It's in community with others-such as Terri Schiavo-that we bear God's image and experience the fullness of being human

Issue: "Soldiers in harm’s way," Nov. 15, 2003

THE APOSTLE PETER GAVE TWO REASONS WHY A moral issue may be a bugbear: first, the issue is intrinsically "hard to understand"; second, men are "ignorant and unstable," and wont to "twist" things to their own designs (2 Peter 3:16). We have both in the Terri Schindler Schiavo case.

What makes the story of the 13-year bedridden woman intractable? The answer is that it is not one story at all but a Gordian knot whose strands include motives (the husband's, the ACLU's, etc.), medical definitions ("irreversibility"), slippery semantics ("vegetative state"), modern technology (artificial versus nonartificial life-extending measures), rights of guardianship, living wills, law on the books, law of God, "separation of powers," and how to think and judge as a Christian in a non-Christian country.

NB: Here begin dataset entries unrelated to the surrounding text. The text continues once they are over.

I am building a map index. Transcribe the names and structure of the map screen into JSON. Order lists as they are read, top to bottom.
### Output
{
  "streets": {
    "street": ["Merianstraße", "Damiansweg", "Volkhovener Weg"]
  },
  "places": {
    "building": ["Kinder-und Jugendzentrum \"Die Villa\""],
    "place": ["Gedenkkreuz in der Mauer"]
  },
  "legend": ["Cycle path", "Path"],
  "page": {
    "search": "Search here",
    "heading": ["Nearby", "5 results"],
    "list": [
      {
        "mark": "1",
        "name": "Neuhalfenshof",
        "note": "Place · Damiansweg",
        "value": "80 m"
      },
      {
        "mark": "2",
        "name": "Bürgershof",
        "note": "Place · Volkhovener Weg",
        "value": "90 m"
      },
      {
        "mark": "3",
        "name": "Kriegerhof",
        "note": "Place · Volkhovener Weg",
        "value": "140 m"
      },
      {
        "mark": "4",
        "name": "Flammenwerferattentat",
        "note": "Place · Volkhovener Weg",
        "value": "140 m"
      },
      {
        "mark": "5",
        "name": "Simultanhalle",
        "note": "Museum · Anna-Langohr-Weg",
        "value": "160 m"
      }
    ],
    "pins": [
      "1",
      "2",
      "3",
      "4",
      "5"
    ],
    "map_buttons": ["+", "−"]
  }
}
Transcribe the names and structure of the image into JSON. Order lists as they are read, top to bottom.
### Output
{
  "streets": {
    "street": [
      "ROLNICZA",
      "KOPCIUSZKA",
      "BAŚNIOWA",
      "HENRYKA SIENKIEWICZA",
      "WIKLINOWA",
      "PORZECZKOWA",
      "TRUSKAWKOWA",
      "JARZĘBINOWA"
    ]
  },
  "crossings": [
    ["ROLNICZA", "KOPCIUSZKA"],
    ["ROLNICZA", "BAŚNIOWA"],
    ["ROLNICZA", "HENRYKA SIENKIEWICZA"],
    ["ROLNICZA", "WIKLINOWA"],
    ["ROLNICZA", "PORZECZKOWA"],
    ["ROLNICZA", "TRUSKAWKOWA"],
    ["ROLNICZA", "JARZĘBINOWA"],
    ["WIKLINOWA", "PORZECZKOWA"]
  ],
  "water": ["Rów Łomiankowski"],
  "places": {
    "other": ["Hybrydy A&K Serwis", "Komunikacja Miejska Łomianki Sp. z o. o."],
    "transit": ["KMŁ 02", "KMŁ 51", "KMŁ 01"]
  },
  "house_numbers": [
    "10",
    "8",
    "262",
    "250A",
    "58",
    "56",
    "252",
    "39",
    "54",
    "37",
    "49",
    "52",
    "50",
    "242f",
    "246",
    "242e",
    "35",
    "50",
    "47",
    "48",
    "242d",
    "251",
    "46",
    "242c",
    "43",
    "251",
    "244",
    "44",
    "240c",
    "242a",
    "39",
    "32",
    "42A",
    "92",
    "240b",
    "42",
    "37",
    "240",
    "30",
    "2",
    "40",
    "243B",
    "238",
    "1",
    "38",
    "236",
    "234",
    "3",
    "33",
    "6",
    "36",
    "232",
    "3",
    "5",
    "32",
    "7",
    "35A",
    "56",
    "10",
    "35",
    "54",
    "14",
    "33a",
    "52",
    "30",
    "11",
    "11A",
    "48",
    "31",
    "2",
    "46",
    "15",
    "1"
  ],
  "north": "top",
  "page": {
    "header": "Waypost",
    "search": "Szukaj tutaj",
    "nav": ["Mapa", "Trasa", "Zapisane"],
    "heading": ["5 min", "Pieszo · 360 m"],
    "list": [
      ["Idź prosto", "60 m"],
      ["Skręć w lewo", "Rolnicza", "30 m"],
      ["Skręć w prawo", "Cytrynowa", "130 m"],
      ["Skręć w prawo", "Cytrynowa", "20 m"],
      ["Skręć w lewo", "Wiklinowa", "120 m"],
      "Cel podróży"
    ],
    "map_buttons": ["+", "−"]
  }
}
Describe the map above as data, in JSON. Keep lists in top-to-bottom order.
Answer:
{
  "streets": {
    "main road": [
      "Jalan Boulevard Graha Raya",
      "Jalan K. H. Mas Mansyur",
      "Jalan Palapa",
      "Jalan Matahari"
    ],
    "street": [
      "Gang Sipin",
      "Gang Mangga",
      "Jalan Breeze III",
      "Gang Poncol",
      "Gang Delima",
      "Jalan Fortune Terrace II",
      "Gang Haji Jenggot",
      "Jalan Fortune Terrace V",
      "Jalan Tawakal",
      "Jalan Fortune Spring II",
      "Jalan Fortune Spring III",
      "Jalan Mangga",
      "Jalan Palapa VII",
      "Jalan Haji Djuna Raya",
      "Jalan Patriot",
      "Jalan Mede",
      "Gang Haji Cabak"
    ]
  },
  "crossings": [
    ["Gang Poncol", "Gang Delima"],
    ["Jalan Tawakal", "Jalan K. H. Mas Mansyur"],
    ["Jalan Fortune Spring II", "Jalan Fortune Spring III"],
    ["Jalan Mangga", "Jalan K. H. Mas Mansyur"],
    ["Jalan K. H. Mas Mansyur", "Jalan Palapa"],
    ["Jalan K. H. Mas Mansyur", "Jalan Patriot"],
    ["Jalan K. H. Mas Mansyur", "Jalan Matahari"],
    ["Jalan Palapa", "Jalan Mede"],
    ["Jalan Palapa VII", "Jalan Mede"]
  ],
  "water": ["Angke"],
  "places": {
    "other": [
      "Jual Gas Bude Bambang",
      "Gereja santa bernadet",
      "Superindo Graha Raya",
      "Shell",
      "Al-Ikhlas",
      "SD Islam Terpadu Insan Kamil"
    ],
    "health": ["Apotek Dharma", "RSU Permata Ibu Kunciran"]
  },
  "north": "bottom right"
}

There have evolved in our institutions of higher learning a breed of experts who call themselves "end-of-life specialists." These are people who do nothing all day but consider a constellation of concerns revolving around the "terminal" patient: palliative care, pain management, quality of life, end-of-life options, alleviation of financial concerns, use of narcotics, organ donation, "extraordinary medical intervention," "artificial nutrition," "regulated assisted dying," and "rights of the dying." And at the center of the constellation-a void.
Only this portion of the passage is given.